» What you need to do
Each record here should be printed again exactly; please leave its pictures out.

(Stored data)
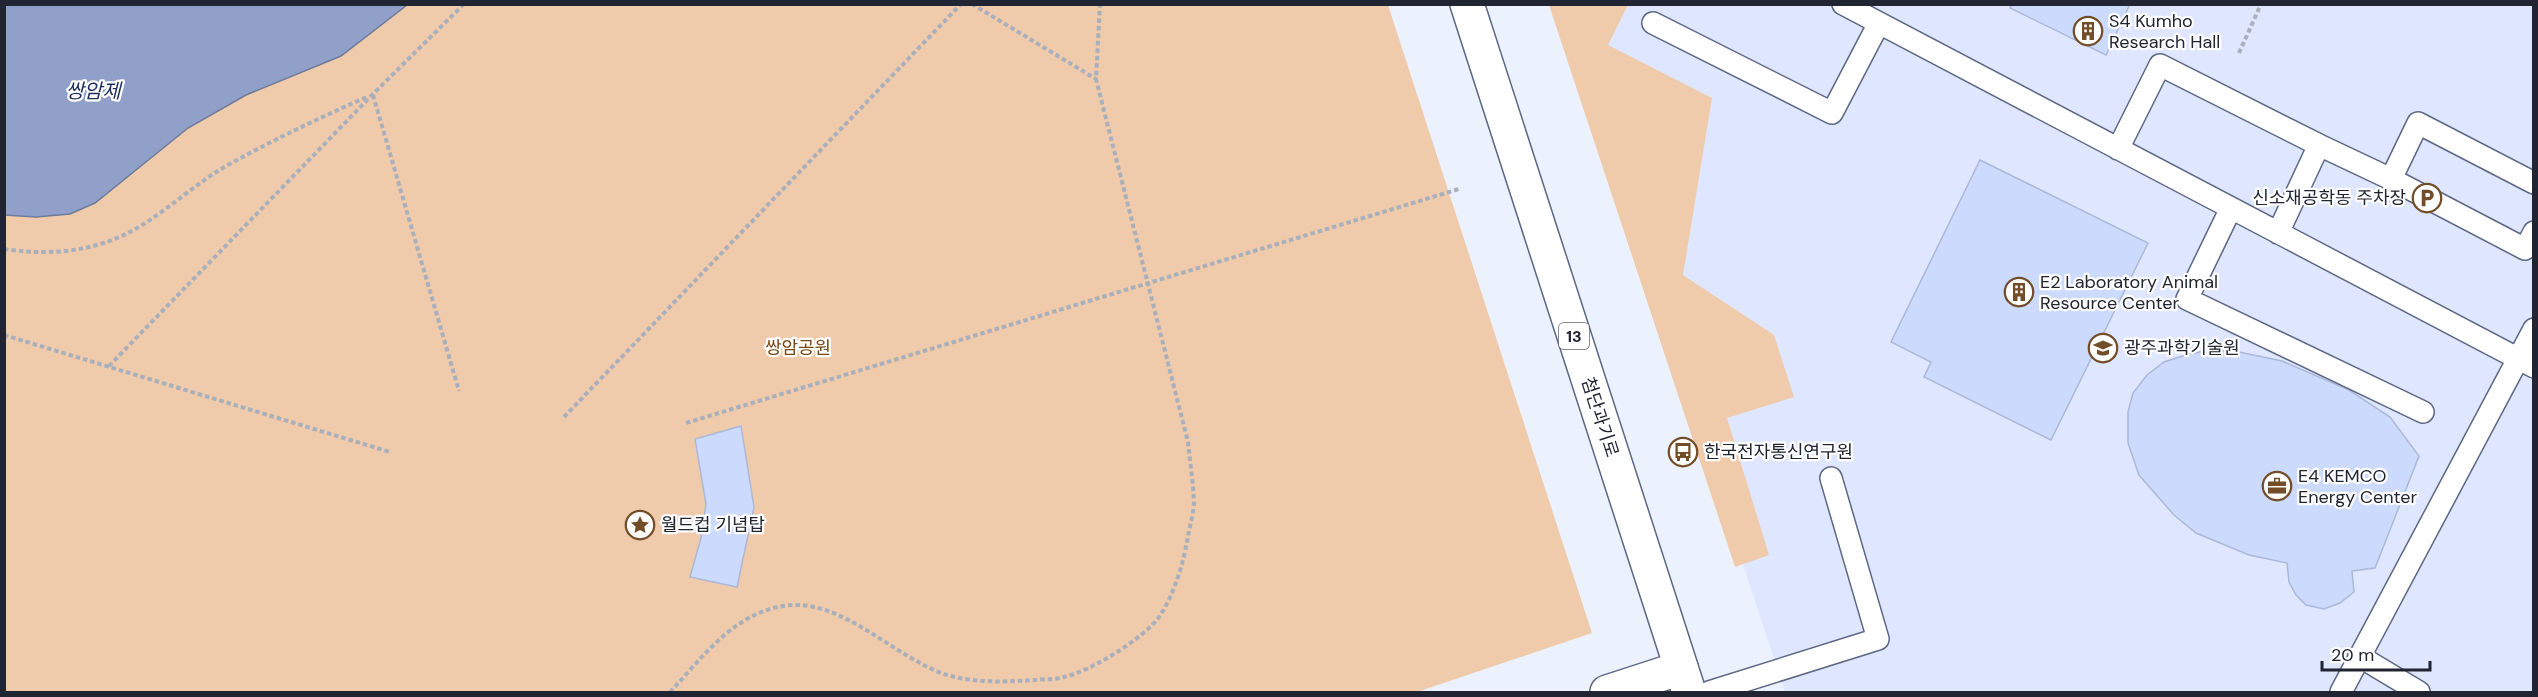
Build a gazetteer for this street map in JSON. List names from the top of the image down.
{
  "streets": {
    "main road": ["13", "첨단과기로"]
  },
  "water": ["쌍암제"],
  "parks": ["쌍암공원"],
  "places": {
    "building": ["S4 Kumho Research Hall", "E2 Laboratory Animal Resource Center"],
    "parking": ["신소재공학동 주차장"],
    "school or university": ["광주과학기술원"],
    "bus stop": ["한국전자통신연구원"],
    "office": ["E4 KEMCO Energy Center"],
    "place": ["월드컵 기념탑"]
  },
  "scale_bar": "20 m"
}
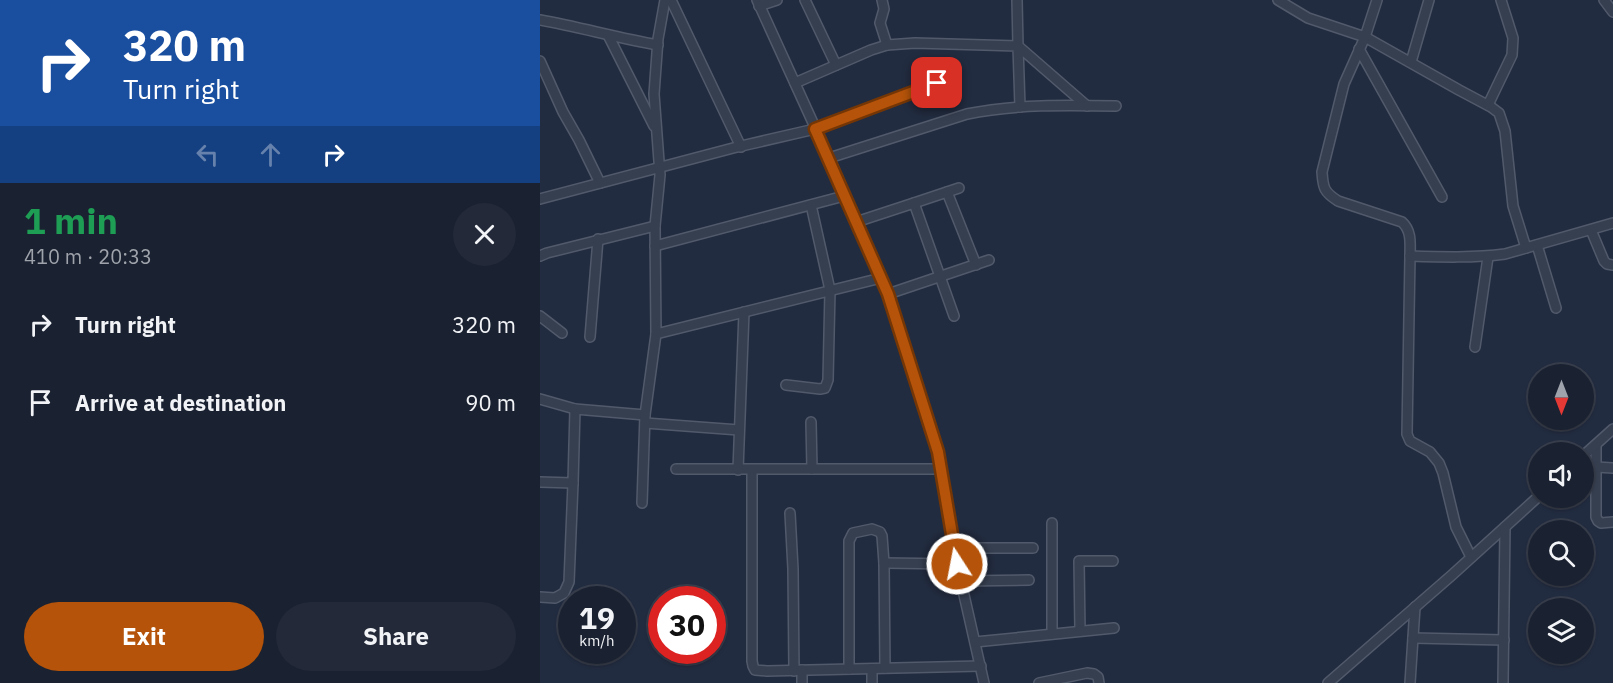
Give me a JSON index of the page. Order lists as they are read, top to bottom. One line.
{"north":"bottom","page":{"turn":["320 m","Turn right"],"heading":["1 min","410 m · 20:33"],"list":[{"name":"Turn right","value":"320 m"},{"name":"Arrive at destination","value":"90 m"}],"speed":"19 km/h","limit":"30","buttons":["Exit","Share"]}}
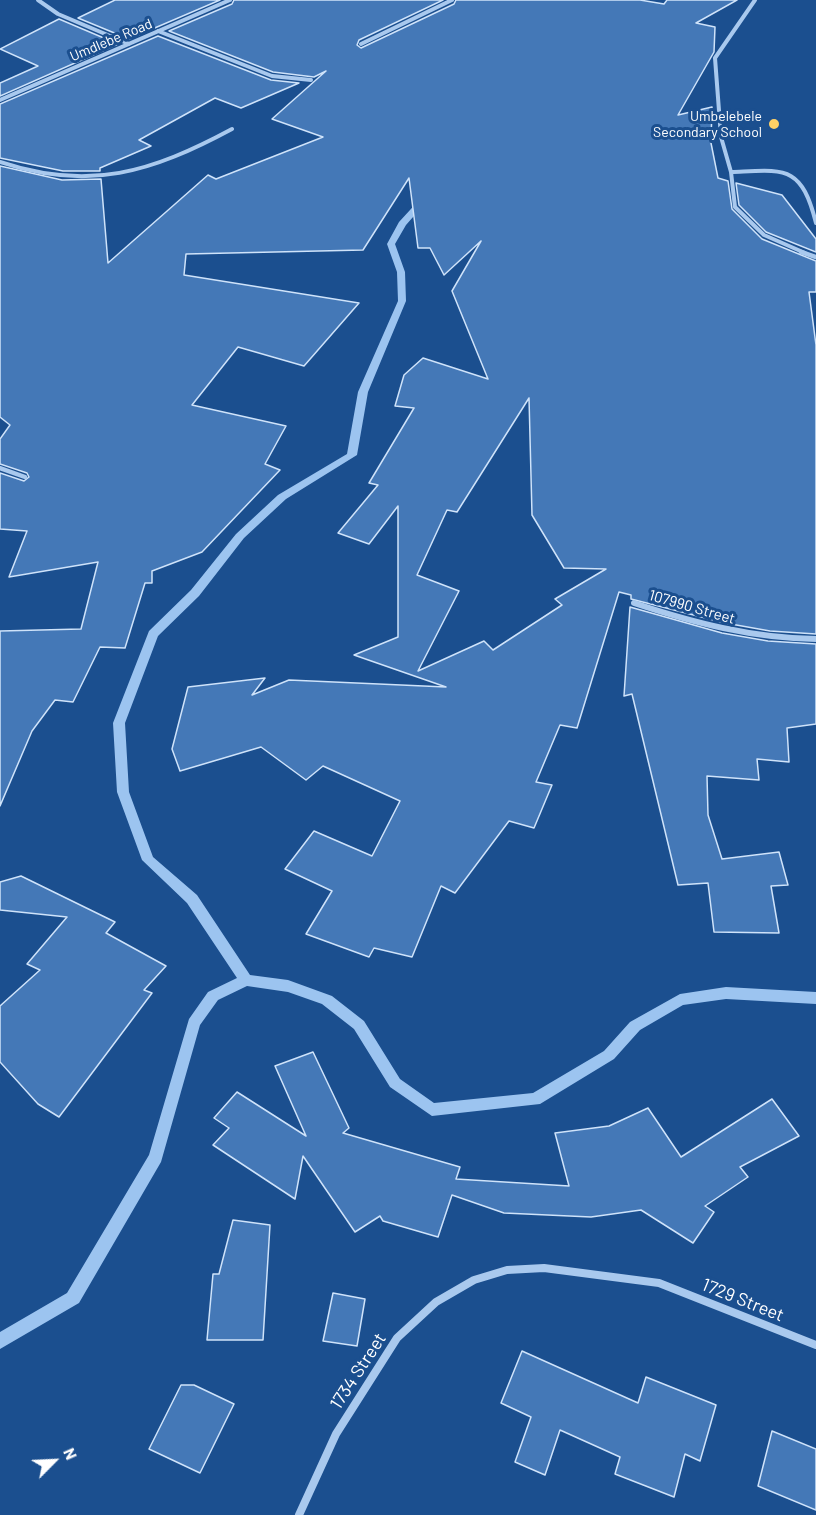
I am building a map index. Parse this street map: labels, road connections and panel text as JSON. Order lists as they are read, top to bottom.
{
  "streets": {
    "street": [
      "Umdlebe Road",
      "107990 Street",
      "1729 Street",
      "1734 Street"
    ]
  },
  "crossings": [
    ["1729 Street", "1734 Street"]
  ],
  "places": ["Umbelebele Secondary School"],
  "north": "top right"
}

» Response below
Build a gazetteer for this street map in JSON. List names from the top of the image down.
{
  "streets": {
    "main road": ["13", "첨단과기로"]
  },
  "water": ["쌍암제"],
  "parks": ["쌍암공원"],
  "places": {
    "building": ["S4 Kumho Research Hall", "E2 Laboratory Animal Resource Center"],
    "parking": ["신소재공학동 주차장"],
    "school or university": ["광주과학기술원"],
    "bus stop": ["한국전자통신연구원"],
    "office": ["E4 KEMCO Energy Center"],
    "place": ["월드컵 기념탑"]
  },
  "scale_bar": "20 m"
}
Give me a JSON index of the page. Order lists as they are read, top to bottom. One line.
{"north":"bottom","page":{"turn":["320 m","Turn right"],"heading":["1 min","410 m · 20:33"],"list":[{"name":"Turn right","value":"320 m"},{"name":"Arrive at destination","value":"90 m"}],"speed":"19 km/h","limit":"30","buttons":["Exit","Share"]}}
I am building a map index. Parse this street map: labels, road connections and panel text as JSON. Order lists as they are read, top to bottom.
{
  "streets": {
    "street": [
      "Umdlebe Road",
      "107990 Street",
      "1729 Street",
      "1734 Street"
    ]
  },
  "crossings": [
    ["1729 Street", "1734 Street"]
  ],
  "places": ["Umbelebele Secondary School"],
  "north": "top right"
}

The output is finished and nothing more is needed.